◆ Entries provided
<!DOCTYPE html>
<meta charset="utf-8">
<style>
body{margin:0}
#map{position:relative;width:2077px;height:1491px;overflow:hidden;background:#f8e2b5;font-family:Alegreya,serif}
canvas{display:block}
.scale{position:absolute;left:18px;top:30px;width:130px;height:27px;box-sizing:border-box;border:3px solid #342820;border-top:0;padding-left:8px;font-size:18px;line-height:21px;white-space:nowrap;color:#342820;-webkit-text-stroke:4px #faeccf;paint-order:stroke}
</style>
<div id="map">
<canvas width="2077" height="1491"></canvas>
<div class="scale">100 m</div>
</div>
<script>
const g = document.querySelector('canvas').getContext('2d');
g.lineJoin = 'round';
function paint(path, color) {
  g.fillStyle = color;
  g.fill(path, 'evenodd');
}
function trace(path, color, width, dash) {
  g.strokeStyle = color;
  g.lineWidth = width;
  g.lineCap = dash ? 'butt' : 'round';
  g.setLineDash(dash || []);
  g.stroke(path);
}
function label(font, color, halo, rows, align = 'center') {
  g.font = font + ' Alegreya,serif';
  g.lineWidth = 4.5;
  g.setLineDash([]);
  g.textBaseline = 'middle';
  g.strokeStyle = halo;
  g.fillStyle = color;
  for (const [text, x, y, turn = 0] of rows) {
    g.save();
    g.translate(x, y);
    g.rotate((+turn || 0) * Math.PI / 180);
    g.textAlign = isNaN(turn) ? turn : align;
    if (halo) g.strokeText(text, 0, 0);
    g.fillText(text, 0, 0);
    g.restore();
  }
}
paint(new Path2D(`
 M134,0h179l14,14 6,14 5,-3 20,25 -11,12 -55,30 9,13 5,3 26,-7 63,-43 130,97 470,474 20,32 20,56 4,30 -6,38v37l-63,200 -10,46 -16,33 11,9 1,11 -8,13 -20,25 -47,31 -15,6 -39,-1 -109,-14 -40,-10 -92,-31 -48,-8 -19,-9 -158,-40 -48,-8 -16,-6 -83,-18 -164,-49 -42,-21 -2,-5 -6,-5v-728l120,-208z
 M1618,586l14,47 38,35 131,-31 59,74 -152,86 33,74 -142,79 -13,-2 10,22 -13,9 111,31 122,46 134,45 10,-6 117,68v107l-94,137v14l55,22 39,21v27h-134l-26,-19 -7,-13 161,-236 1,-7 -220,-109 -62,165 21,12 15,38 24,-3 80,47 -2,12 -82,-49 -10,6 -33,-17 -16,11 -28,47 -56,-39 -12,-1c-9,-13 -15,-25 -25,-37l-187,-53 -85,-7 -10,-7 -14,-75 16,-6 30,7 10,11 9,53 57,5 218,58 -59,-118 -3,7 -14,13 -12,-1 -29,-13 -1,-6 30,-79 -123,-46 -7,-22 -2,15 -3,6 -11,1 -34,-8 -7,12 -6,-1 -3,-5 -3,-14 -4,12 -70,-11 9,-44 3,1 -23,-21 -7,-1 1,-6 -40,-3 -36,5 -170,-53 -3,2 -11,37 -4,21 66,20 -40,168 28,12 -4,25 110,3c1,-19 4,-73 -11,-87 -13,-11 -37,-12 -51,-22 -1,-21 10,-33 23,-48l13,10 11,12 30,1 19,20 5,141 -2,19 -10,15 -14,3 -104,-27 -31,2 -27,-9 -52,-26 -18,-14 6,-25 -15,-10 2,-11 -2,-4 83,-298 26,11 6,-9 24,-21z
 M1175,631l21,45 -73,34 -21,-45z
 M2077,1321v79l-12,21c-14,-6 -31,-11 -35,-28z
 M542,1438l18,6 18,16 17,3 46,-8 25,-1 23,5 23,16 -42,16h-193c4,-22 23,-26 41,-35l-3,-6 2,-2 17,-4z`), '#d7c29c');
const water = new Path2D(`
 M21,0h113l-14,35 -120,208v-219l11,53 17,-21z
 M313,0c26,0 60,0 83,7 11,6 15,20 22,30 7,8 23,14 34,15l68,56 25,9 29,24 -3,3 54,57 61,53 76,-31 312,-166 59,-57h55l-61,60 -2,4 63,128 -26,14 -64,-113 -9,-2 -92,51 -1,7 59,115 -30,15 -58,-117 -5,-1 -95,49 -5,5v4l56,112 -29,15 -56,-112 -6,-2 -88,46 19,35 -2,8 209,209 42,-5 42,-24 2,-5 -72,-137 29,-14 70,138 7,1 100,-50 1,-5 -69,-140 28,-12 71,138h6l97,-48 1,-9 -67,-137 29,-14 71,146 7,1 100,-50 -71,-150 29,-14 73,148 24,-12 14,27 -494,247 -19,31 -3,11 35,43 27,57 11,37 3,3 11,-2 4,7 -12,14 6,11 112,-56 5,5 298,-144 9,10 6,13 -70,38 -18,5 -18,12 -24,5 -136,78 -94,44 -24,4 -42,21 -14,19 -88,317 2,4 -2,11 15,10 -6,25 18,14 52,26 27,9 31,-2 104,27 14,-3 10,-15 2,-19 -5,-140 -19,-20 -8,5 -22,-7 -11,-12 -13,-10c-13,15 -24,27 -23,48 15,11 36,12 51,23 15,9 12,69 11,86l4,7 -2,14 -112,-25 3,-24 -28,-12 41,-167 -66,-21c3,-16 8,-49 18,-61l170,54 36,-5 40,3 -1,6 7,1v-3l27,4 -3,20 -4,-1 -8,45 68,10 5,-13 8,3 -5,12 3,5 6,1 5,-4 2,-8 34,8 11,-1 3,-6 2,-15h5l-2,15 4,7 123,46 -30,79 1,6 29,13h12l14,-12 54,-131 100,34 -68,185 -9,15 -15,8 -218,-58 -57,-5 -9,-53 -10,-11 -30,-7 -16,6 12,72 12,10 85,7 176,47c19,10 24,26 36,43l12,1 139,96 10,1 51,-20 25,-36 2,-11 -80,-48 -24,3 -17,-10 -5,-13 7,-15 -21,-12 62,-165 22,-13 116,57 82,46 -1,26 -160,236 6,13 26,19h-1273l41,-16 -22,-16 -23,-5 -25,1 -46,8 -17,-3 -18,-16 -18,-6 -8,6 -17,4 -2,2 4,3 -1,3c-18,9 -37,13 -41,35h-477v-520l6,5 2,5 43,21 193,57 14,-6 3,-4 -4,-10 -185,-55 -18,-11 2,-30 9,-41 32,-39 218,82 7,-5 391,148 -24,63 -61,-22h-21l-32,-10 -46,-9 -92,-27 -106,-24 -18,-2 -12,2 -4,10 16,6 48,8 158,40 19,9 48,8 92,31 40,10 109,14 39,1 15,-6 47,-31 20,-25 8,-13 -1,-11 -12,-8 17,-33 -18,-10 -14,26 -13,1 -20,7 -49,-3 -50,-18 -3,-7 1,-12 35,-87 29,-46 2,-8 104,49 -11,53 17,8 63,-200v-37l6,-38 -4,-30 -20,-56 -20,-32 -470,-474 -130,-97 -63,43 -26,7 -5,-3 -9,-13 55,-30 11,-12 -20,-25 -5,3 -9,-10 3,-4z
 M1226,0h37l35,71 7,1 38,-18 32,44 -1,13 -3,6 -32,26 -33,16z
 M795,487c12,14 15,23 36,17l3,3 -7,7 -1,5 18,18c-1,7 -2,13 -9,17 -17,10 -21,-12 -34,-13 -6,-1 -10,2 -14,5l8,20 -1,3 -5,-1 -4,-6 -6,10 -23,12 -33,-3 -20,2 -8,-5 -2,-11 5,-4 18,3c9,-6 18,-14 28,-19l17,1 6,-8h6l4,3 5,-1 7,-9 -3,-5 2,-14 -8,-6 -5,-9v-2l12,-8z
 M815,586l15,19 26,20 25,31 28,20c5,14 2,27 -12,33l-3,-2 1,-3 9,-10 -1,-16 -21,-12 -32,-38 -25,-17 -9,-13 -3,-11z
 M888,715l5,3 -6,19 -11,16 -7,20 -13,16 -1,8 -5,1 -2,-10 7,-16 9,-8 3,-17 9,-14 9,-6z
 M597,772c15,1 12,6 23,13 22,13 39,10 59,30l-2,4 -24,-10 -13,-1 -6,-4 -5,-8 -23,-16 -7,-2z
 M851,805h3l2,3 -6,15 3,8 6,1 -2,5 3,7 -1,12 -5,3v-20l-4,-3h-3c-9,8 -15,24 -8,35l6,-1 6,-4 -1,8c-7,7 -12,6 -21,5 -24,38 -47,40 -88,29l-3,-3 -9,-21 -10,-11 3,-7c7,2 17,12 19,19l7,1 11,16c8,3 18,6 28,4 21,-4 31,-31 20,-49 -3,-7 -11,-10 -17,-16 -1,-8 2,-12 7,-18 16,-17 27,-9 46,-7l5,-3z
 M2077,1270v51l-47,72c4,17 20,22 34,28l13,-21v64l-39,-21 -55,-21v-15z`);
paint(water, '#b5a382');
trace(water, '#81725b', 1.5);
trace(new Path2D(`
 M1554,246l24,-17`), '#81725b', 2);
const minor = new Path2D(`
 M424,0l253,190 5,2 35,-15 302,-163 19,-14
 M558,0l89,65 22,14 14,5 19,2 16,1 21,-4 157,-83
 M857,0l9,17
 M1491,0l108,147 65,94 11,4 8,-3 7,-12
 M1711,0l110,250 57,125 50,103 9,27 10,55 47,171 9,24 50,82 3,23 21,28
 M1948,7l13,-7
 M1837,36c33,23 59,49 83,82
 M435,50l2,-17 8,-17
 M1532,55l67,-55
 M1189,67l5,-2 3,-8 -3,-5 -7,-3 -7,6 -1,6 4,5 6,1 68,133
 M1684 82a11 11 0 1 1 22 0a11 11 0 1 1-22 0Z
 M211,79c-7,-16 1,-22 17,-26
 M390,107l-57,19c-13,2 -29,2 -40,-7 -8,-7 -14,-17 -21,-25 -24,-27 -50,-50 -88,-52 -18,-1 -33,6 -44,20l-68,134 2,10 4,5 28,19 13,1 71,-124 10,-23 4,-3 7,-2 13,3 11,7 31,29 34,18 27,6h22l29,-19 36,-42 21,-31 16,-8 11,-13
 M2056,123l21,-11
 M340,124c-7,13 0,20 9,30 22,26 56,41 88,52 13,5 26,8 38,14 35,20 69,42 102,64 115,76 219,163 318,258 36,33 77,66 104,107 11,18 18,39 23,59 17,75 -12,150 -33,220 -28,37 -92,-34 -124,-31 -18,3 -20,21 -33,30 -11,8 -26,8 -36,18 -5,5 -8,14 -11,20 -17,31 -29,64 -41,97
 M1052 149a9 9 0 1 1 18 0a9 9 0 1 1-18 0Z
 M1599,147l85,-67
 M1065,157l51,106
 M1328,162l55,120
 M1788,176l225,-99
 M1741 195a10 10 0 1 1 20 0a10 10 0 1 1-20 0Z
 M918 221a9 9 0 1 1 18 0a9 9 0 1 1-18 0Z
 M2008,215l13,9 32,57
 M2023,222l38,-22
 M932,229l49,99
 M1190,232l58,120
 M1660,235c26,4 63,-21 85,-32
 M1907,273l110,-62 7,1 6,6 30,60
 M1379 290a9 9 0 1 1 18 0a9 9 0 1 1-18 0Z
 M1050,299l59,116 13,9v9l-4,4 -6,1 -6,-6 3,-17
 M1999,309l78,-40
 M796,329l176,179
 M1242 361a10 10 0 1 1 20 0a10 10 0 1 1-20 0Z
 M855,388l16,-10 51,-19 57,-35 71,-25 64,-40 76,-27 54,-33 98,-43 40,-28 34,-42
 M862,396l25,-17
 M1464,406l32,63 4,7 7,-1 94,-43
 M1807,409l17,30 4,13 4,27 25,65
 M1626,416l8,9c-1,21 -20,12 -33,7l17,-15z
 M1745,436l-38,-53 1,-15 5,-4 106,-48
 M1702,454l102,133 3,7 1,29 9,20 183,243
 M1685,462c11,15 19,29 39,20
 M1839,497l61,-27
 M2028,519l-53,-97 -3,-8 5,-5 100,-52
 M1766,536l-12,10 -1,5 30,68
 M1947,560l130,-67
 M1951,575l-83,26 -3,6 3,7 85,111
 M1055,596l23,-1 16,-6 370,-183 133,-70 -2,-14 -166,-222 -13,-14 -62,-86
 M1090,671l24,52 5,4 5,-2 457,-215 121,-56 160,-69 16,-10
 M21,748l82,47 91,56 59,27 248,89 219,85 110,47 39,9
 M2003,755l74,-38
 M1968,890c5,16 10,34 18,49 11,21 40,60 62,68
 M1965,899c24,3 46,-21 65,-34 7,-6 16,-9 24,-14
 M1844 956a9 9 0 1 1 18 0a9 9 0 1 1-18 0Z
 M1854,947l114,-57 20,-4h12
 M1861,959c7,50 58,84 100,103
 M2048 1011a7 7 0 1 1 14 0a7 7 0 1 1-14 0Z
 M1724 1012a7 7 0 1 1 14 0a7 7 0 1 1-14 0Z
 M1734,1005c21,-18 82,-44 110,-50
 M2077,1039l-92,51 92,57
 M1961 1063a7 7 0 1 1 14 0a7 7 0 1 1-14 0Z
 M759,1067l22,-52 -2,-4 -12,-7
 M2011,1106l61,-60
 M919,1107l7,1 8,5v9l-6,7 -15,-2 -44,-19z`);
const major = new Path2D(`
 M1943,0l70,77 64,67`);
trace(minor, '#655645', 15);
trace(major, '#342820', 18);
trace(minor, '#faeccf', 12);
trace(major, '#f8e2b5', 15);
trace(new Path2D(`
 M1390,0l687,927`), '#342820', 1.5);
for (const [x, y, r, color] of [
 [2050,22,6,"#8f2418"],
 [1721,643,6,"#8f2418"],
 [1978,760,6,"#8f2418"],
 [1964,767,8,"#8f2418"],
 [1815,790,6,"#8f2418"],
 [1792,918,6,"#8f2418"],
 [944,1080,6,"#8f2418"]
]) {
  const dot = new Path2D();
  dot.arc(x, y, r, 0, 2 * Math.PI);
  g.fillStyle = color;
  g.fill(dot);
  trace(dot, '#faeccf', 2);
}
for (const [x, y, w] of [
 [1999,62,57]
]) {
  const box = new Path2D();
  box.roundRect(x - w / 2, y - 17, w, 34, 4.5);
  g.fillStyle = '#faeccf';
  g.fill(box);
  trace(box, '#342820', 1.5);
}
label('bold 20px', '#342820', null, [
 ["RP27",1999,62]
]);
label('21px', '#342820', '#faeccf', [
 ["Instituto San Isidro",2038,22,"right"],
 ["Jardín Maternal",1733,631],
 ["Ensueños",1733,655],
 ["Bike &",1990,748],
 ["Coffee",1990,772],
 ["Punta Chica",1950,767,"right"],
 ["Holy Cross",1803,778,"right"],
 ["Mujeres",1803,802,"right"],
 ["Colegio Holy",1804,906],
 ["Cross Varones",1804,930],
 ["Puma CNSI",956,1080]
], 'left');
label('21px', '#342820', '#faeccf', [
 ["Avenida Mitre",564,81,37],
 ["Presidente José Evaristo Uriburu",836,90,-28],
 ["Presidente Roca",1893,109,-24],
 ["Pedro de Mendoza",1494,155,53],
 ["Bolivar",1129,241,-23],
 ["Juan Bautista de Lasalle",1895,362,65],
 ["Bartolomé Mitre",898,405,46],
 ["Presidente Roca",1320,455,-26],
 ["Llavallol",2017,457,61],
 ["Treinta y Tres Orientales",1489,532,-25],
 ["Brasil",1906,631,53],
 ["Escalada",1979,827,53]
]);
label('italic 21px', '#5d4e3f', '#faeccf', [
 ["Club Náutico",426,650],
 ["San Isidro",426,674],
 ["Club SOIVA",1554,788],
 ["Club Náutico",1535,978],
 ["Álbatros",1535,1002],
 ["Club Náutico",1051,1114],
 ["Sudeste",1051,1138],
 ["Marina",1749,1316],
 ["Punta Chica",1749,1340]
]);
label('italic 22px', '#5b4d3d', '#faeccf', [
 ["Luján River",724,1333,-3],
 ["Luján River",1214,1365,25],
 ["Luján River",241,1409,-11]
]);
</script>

◆ Your goal
The answer must be every line of the data that contains the word "function".

◆ Solution
function paint(path, color) {
function trace(path, color, width, dash) {
function label(font, color, halo, rows, align = 'center') {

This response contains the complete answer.